Sepenggal kisah dari Rembang - Wendhy Rachmadhany - Lomba Menulis Cerpen

Sepenggal kisah dari Rembang
Wendhy Rachmadhany

           Aku tinggal di Rembang, sebuah wilayah yang berada di pesisir pantai utara Jawa yang begitu langka akan sumber air namun kaya dengan sumber daya hutan terutama kayu jatinya. Jauh sebelum Indische Compagnie1 muncul sebagai bangsa kuat dan kemudian mengeksploitasi kekayaan alam Rembang, hutan Jati yang mengelilingi tempat tinggalku ini telah dimanfaatkan oleh penduduk setempat untuk memenuhi kebutuhannya seperti membuat peralatan rumah tangga, untuk kayu bakar, juga sebagai bahan baku pembuatan gubuk-gubuk sederhana. Kami hidup di alam yang sungguh luar biasa tapi terlalu primitif untuk memanfaatkannya.
         Waktu itu aku masih setinggi pohon jagung yang berumur satu bulan, terlahir di pelosok terdalam kabupten Rembang kemudian menjadi saksi perjuangan semua orang yang hidup dengan keadaan tanah kering dan mengandung kapur, sungguh tidak menguntungkan untuk pertanian. Aku tidak pernah menjumpai gerobak yang membawa atau mengangkut hasil pertanian, tidak ada petani kaya dengan pakaian yang bagus dan menampilkan air muka yang cerah tanpa beban penderitaan.
        Semua kegiatan masyarakat sengaja difokuskan kompeni untuk heerendiensten2  dan kompeni mengharuskan penebangan semua kayu jati yang berderet di sepanjang lereng gunung kapur, mereka akan memanfaatkannya untuk membuat berbagai bangunan penting seperti gudang, benteng, kapal-kapal dagang dan untuk menguatkan tanggul penahan gelombang laut (zeeweringen). Masyarakat yang tinggal di sekelilingku semakin jatuh dalam penderitaan yang menyedihkan.   
       Hidupku jauh lebih beruntung daripada anak-anak seumurku, Bapak adalah seorang Juru Wana3   yang memiliki kemampuan ekonomi jauh lebih baik dari orang-orang Blandong4 pada umumnya. Oleh para kompeni Bapak dijadikan boneka untuk mengawasi kerja para Blandong. Ia berusaha membesarkan aku seperti malaikat. Namun ia seperti masyarakat Jawa Rembang pada umumnya, meyakini Islam sebagai agamanya tetapi menyembah leluhur di setiap harinya. Suatu kontradiksi yang sangat unik.

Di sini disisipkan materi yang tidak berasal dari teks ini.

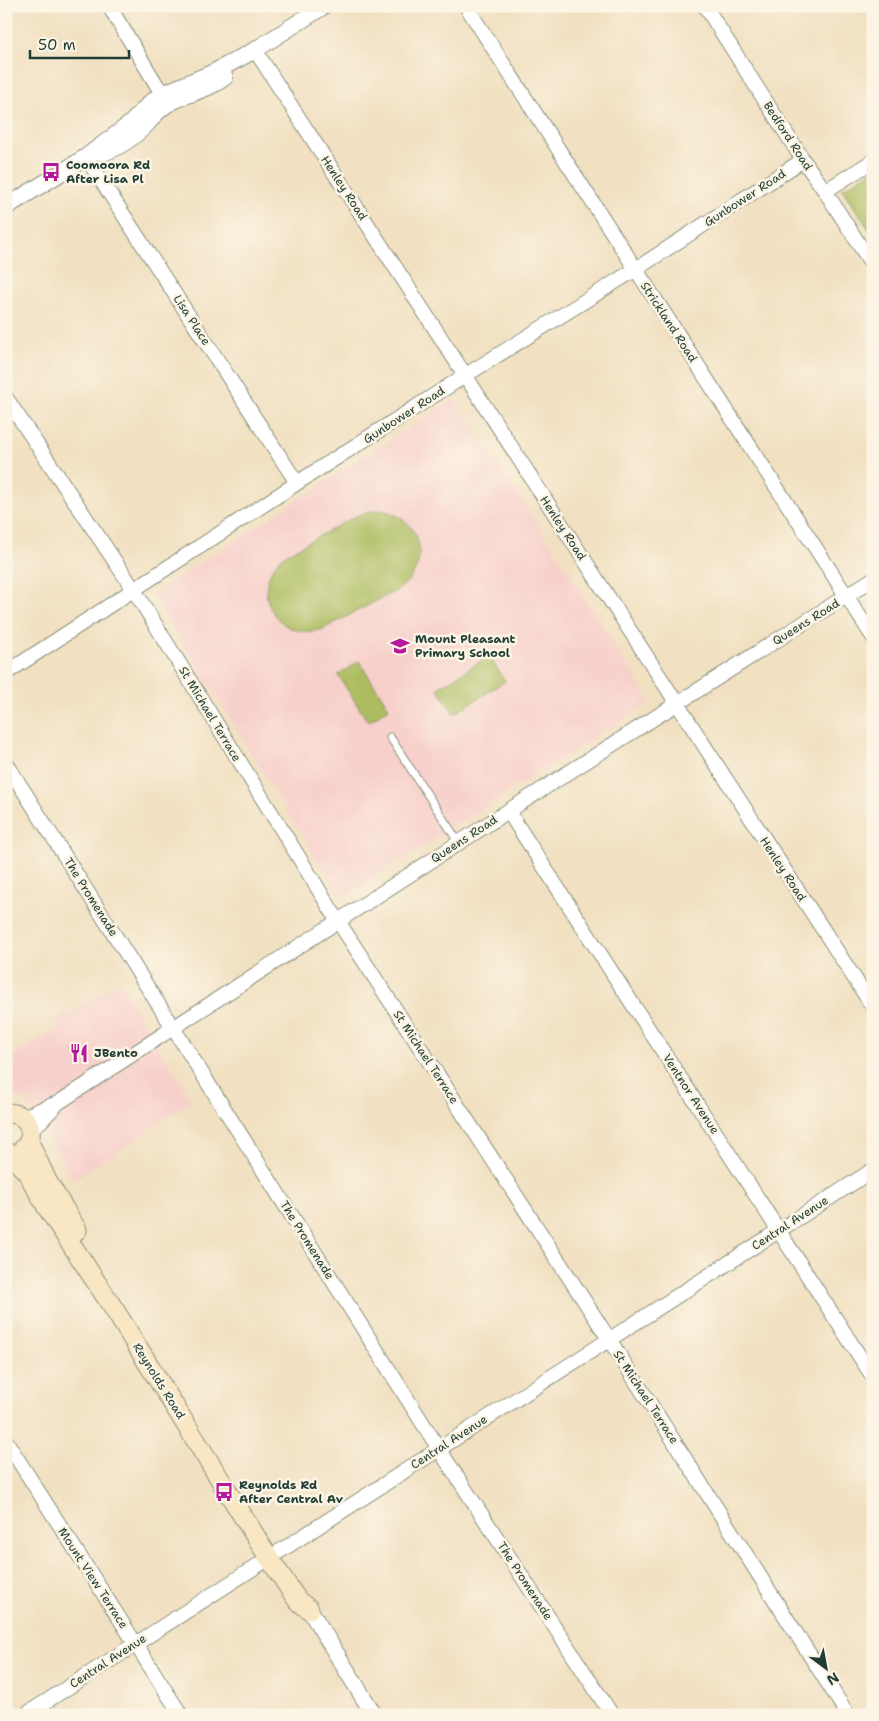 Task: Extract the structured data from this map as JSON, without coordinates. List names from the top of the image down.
{
  "streets": {
    "main road": ["Reynolds Road"],
    "street": [
      "Bedford Road",
      "Henley Road",
      "Gunbower Road",
      "Lisa Place",
      "Strickland Road",
      "Queens Road",
      "St Michael Terrace",
      "The Promenade",
      "Ventnor Avenue",
      "Central Avenue",
      "Mount View Terrace"
    ]
  },
  "crossings": [
    ["Bedford Road", "Gunbower Road"],
    ["Henley Road", "Gunbower Road"],
    ["Henley Road", "Queens Road"],
    ["Gunbower Road", "Lisa Place"],
    ["Gunbower Road", "Strickland Road"],
    ["Gunbower Road", "St Michael Terrace"],
    ["Strickland Road", "Queens Road"],
    ["Queens Road", "St Michael Terrace"],
    ["Queens Road", "The Promenade"],
    ["Queens Road", "Ventnor Avenue"],
    ["Queens Road", "Reynolds Road"],
    ["St Michael Terrace", "Central Avenue"],
    ["The Promenade", "Central Avenue"],
    ["Ventnor Avenue", "Central Avenue"],
    ["Central Avenue", "Reynolds Road"],
    ["Central Avenue", "Mount View Terrace"]
  ],
  "places": {
    "bus stop": ["Coomoora Rd After Lisa Pl", "Reynolds Rd After Central Av"],
    "school or university": ["Mount Pleasant Primary School"],
    "restaurant": ["JBento"]
  },
  "scale_bar": "50 m",
  "north": "bottom right"
} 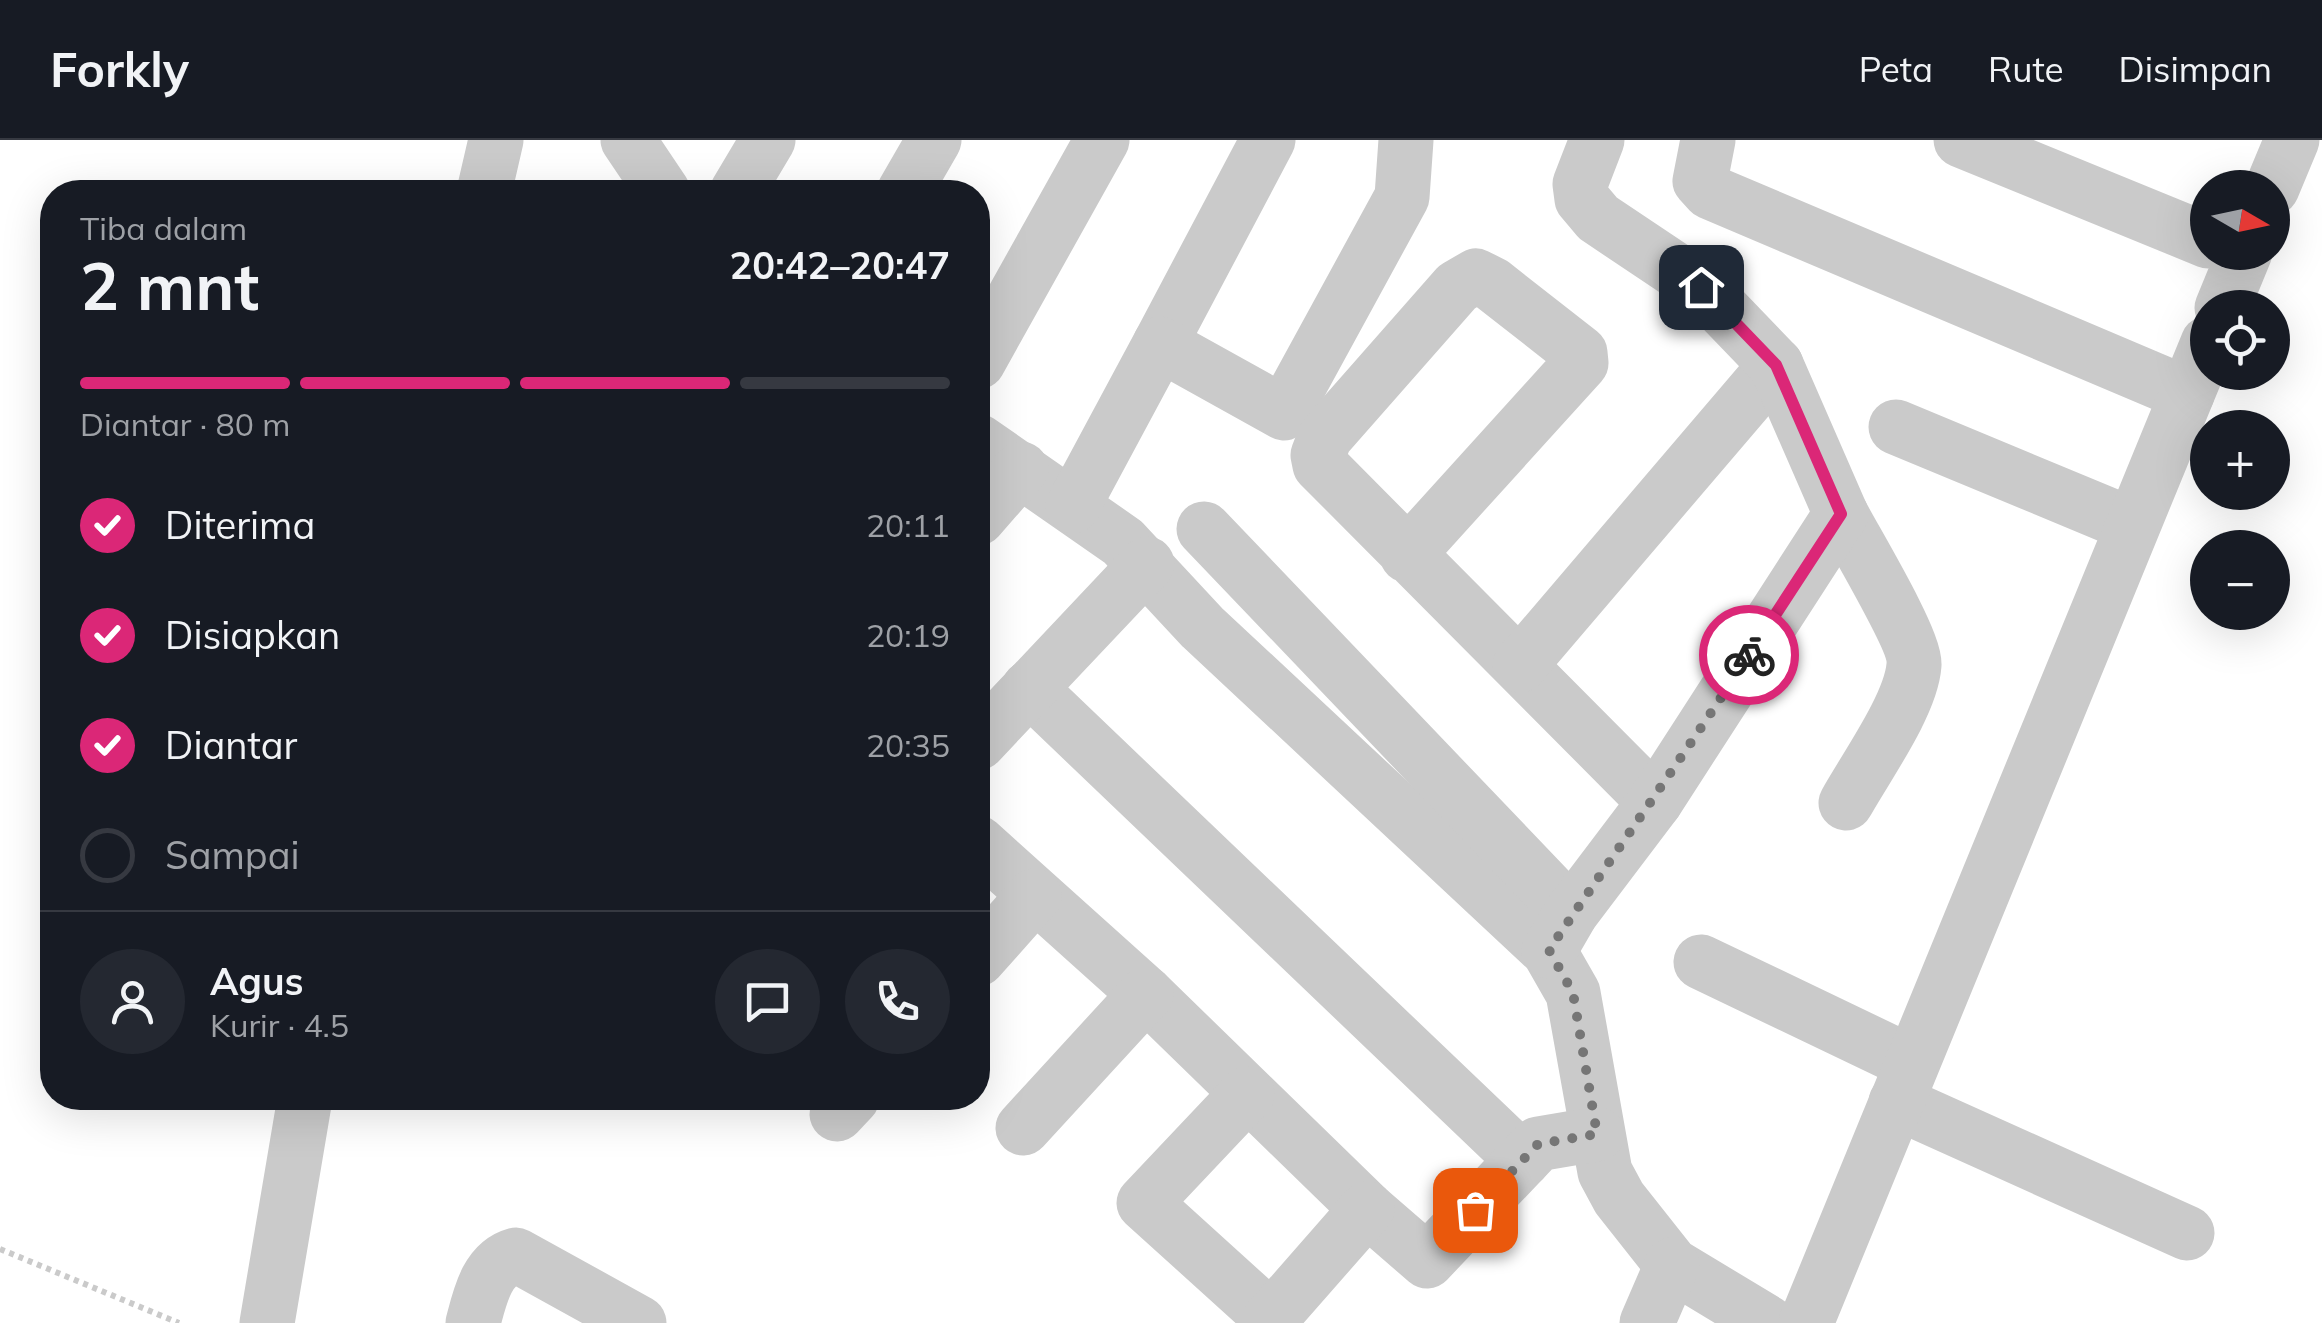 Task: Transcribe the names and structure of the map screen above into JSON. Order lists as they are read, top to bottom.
{
  "north": "right",
  "page": {
    "header": "Forkly",
    "nav": ["Peta", "Rute", "Disimpan"],
    "map_buttons": ["+", "−"],
    "heading": ["2 mnt", "Tiba dalam", "20:42–20:47"],
    "panel": ["Agus", "Kurir · 4.5"],
    "bar": "Diantar · 80 m",
    "list": [
      ["Diterima", "20:11"],
      ["Disiapkan", "20:19"],
      ["Diantar", "20:35"],
      "Sampai"
    ]
  }
}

               Kata Bapak asal-usulku dan orang Blandong sebenarnya berasal dari orang Kalang. Sebuah suku volksstam5 di Jawa yang hidupnya berpindah-pindah dari hutan satu ke hutan lainnya. Pada zaman Sultan Agung Mataram hidup mereka sudah mulai menetap. Mereka memang sengaja di tempatkan di tengah hutan sebagai penunggu hutan jati Rembang. Hidup mereka begitu tergantung kepada alam, menjalankan ritus agama yang sangat berbeda dengan orang Jawa pada umumnya. Mereka menganggap hutan sebagai sumber hidup mereka, hingga mereka terus berkembang biak menjadi masyarakat yang hidup di tengah hutan. Kedatangan Belanda dan perusahaan dagangnya ke tanah Rembang telah mengubah peran mereka sebagai masyarakat yang bebas menjadi masyarakat kelas bawah yang harus bekerja untuk memenuhi kebutuhan Hindia Belanda akan kayu jatinya. Sejak saat itu mereka mendapatkan sebutan Blandong dan mulai saat itu juga mereka diperlakukan dengan tidak adil, menjadi budak kerja paksa di tanahnya sendiri.
          Bapakku percaya dengan pendidikan Islam, semua masyarakat Blandong yang hidup di tengah hutan jati bisa keluar dari kesengsaraan. Aku dikirim ke sebuah tempat belajar Islam di daerah Karangmangu6.  Pesantren yang sangat sederhana dengan sistem pembelajaran lebih merujuk pada Halaqah7. Hampir semua proses pendidikan Islam diadakan di Surau yang saling terhubung dan bersekat kain sebagai kelas-kelasnya. Tidak ada bangku, meja dan papan-tulis, kami para santrinya hanya duduk bersila lalu dengan tekun mempelajari Quran, tarikh Islam, akhlak dan sedikit ilmu bumi. Semua yang ada Pesantren tersebut merupakan sebuah keistimewaan mengingat begitu sulitnya hidup di Rembang pada saat itu.
          Di sana aku mulai mengenal kata Jihad atau Al Jahdu yang merupakan penolakan atas sesuatu yang kita dibenci yaitu perbuatan orang-orang kafir yang begitu dzolim. Menurutku kepentingan jihad oleh kaum muslimin harus dilakukan untuk mengakhiri semua kesewenang-wenangan yang kami alami ini. Para kompeni dan perusahaan dagangnya memperlakukan masyarakat pedalaman hutan jati Rembang, Blandong, dengan tidak manusiawi. Kami diperlakukan jauh lebih buruk dari pada Asu8 peliharaan mereka. Jihad fi sabilillah menjadi sebuah slogan yang selalu membara di dalam hati dan harus segera dituntaskan.
         Dari hari ke hari aku tekun mendalami Islam dan Jihad-nya, aku seperti tersadar bahwa aku bukanlah orang pertama yang merasakan marah, ketakutan bahkan muak dengan perlakuan para kompeni. Aku tidak sendiri. Demi Allah aku akan bersungguh-sungguh berjuang. Ada banyak santri yang ada di Karangmangu mengalami kegelisahan, sama dengan apa yang aku rasakan pada saat tinggiku hanya setinggi jagung berumur satu bulan. Tapi di tempat yang cahayanya selalu berpendar ini aku yakin akan segera tercipta perubahan. Kami  akan segera melukiskan kemenangan.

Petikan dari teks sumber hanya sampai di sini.